Requirement: Below are records. Find each line in them that holds the word "canvas" and copy it.

___ Recorded information

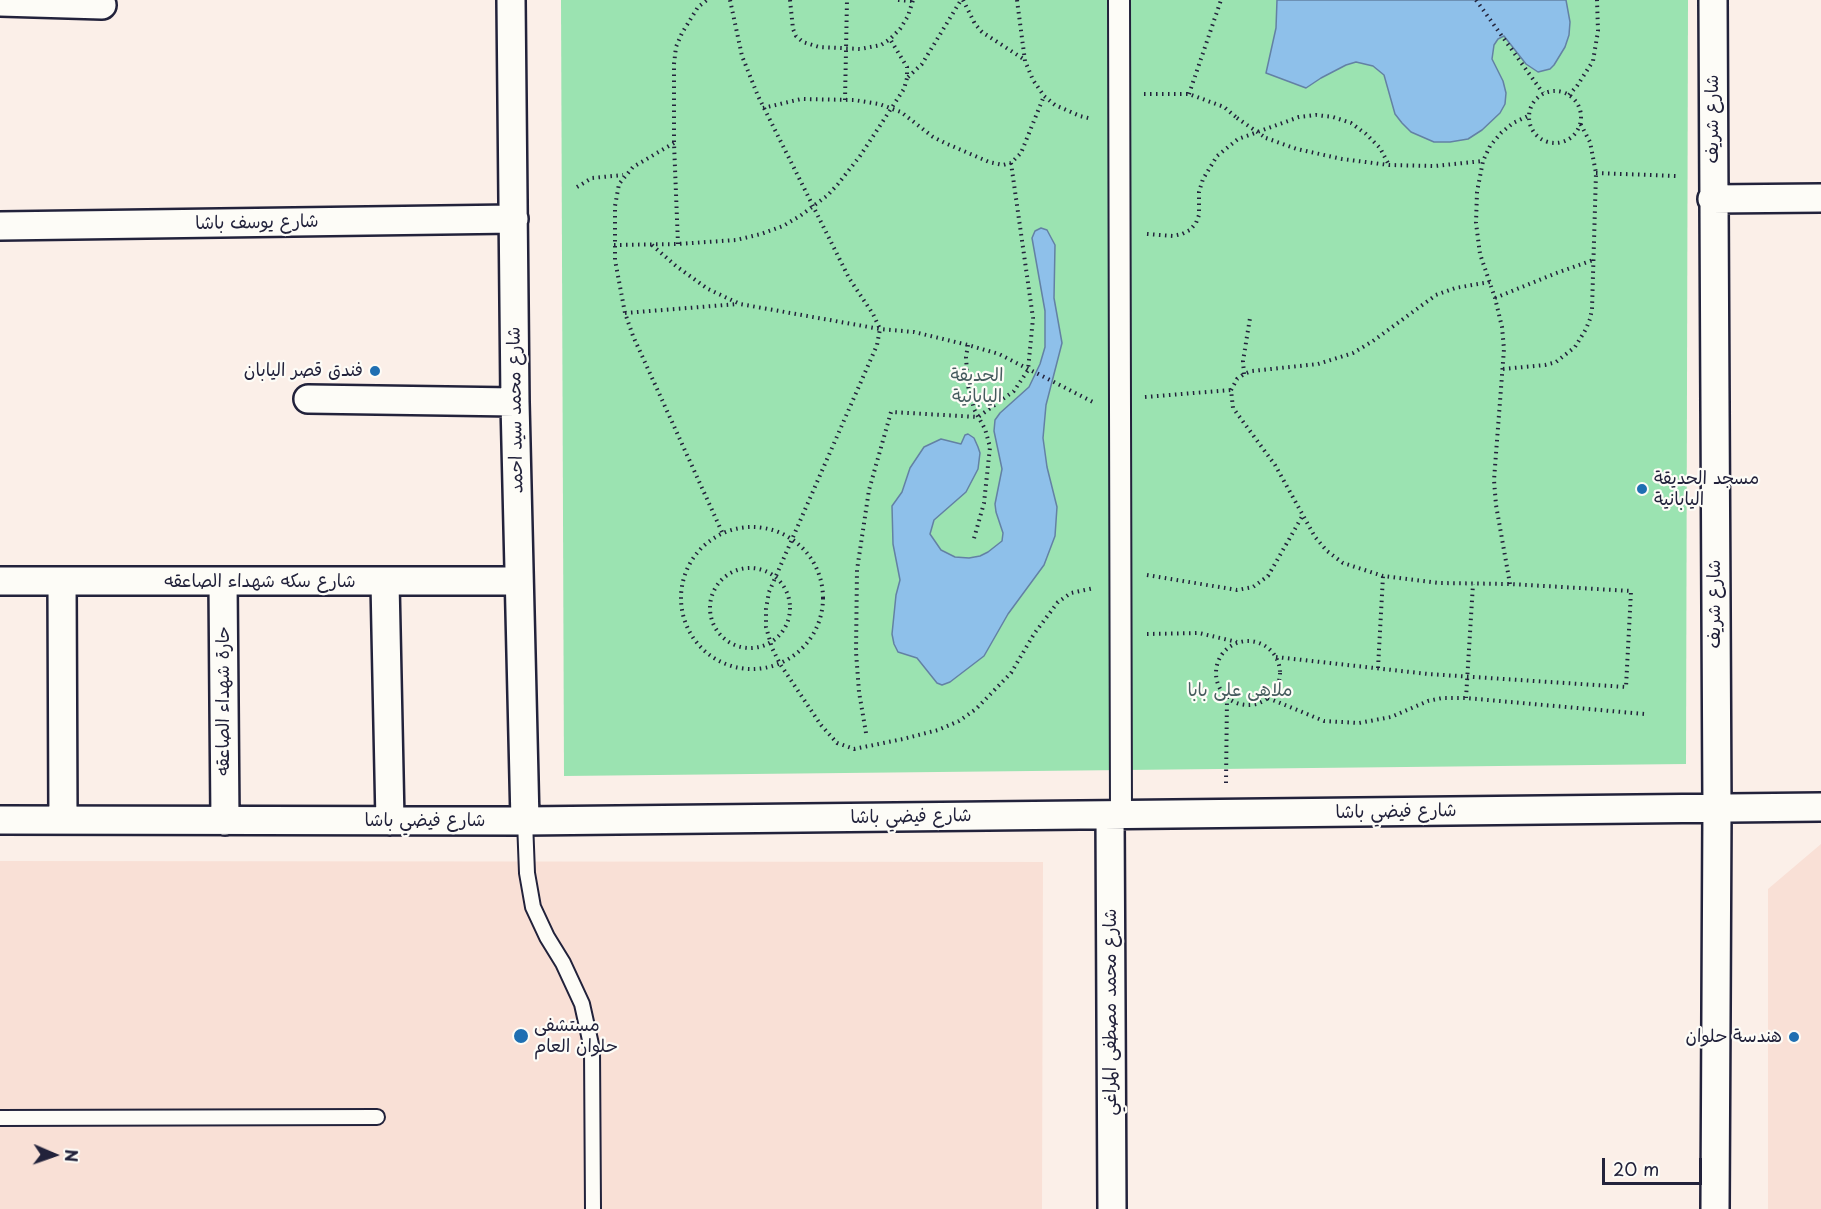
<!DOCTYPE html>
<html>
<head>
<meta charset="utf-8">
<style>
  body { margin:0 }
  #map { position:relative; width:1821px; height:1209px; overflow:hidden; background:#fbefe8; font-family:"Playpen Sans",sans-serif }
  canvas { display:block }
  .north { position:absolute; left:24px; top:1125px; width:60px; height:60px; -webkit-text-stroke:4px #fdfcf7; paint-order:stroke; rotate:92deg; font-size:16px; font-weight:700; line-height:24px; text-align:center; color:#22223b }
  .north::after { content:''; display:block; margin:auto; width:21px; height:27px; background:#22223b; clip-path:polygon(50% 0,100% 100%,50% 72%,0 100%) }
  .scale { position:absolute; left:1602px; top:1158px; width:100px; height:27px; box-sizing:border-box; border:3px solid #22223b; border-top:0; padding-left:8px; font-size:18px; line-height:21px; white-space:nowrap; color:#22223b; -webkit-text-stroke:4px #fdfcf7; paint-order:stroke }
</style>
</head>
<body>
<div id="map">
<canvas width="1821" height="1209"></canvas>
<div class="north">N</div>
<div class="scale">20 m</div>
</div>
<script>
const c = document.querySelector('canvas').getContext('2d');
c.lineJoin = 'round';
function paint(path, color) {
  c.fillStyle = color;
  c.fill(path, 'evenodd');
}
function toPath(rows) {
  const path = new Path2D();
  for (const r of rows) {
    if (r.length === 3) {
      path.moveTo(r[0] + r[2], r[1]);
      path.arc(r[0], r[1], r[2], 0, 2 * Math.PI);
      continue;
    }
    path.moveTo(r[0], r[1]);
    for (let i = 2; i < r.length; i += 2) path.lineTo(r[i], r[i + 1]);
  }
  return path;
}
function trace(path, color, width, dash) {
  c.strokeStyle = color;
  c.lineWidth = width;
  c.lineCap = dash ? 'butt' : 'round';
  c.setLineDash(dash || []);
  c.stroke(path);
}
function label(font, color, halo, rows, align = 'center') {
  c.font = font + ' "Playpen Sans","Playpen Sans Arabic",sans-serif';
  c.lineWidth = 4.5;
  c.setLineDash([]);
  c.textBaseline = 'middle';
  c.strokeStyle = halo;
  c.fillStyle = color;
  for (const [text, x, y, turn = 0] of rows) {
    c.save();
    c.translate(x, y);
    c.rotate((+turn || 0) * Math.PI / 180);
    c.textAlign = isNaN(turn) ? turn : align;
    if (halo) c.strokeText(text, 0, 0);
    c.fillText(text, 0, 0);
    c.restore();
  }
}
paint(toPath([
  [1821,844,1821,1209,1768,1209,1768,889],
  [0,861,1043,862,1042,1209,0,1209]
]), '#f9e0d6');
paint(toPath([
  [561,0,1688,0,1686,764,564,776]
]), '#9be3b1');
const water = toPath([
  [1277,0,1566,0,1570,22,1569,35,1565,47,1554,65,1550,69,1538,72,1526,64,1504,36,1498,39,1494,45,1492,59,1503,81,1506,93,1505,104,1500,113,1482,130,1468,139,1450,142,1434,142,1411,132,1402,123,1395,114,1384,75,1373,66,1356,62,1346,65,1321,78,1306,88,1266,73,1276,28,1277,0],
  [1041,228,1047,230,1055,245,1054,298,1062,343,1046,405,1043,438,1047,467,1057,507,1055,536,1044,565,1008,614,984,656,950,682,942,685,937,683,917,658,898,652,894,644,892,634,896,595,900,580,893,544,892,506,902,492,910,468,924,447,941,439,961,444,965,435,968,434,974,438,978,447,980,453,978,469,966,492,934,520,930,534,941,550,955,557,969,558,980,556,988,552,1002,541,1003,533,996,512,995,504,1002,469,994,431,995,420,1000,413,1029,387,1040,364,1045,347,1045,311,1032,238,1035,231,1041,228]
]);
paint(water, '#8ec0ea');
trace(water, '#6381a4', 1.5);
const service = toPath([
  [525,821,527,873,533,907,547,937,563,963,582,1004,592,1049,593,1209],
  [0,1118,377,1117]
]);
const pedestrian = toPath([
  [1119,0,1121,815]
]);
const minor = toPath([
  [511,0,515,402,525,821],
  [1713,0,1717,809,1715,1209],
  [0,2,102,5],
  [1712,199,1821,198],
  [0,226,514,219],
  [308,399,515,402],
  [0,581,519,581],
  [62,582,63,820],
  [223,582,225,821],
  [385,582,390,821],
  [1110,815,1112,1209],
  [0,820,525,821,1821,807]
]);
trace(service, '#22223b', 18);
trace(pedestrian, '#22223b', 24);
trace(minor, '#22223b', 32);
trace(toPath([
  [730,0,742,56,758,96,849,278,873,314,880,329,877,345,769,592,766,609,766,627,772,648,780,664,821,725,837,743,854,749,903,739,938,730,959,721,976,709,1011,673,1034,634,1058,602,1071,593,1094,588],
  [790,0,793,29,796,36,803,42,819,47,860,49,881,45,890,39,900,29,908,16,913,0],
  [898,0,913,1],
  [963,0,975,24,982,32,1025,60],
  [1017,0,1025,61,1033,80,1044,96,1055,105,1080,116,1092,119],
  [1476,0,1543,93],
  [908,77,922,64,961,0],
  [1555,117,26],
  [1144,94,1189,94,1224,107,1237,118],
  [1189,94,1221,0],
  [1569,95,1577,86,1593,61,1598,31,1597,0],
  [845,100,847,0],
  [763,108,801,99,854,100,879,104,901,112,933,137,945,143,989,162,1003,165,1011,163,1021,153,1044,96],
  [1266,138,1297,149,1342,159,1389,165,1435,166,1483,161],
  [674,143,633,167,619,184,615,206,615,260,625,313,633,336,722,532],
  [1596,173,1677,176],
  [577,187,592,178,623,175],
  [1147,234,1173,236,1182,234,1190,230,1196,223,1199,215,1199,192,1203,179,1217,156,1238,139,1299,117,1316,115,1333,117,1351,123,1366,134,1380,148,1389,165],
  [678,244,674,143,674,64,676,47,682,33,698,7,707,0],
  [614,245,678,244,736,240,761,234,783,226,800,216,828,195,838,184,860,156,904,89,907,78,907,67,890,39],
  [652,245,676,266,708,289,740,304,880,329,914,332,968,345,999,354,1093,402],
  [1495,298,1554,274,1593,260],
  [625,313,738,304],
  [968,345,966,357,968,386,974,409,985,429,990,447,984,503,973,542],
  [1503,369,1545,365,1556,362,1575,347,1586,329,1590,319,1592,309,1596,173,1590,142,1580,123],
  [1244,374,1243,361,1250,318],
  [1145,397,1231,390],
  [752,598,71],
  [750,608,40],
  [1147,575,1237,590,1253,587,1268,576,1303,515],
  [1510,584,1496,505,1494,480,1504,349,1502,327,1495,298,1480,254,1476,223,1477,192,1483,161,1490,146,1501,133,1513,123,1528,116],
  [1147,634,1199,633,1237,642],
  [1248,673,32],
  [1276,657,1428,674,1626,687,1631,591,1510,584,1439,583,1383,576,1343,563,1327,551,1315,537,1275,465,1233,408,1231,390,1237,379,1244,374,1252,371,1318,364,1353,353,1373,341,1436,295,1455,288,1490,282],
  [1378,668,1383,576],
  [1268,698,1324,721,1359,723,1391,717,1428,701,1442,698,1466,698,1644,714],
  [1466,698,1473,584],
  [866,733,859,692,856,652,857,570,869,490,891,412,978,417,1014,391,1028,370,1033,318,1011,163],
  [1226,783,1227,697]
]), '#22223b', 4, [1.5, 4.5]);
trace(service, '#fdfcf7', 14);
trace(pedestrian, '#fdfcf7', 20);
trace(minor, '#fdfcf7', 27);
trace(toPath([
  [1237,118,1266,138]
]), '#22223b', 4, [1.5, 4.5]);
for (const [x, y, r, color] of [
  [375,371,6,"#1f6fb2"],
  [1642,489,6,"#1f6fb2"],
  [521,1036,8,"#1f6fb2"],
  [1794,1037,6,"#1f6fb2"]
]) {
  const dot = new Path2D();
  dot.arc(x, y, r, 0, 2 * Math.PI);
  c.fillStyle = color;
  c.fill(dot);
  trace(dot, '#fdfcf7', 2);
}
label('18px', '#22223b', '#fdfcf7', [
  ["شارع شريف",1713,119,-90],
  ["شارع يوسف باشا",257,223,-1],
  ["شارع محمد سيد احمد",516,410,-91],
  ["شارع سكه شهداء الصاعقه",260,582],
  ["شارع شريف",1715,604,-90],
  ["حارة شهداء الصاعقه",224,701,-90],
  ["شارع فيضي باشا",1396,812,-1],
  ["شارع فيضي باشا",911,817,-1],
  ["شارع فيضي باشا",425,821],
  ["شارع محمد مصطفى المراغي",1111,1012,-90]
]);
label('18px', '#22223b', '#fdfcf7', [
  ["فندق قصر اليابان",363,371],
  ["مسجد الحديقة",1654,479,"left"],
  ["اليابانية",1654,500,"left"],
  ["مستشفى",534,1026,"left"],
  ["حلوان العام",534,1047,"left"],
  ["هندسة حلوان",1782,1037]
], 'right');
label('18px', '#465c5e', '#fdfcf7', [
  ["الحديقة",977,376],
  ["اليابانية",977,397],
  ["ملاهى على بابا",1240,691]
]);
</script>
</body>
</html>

______

Output of the exercise:
  canvas { display:block }
<canvas width="1821" height="1209"></canvas>
const c = document.querySelector('canvas').getContext('2d');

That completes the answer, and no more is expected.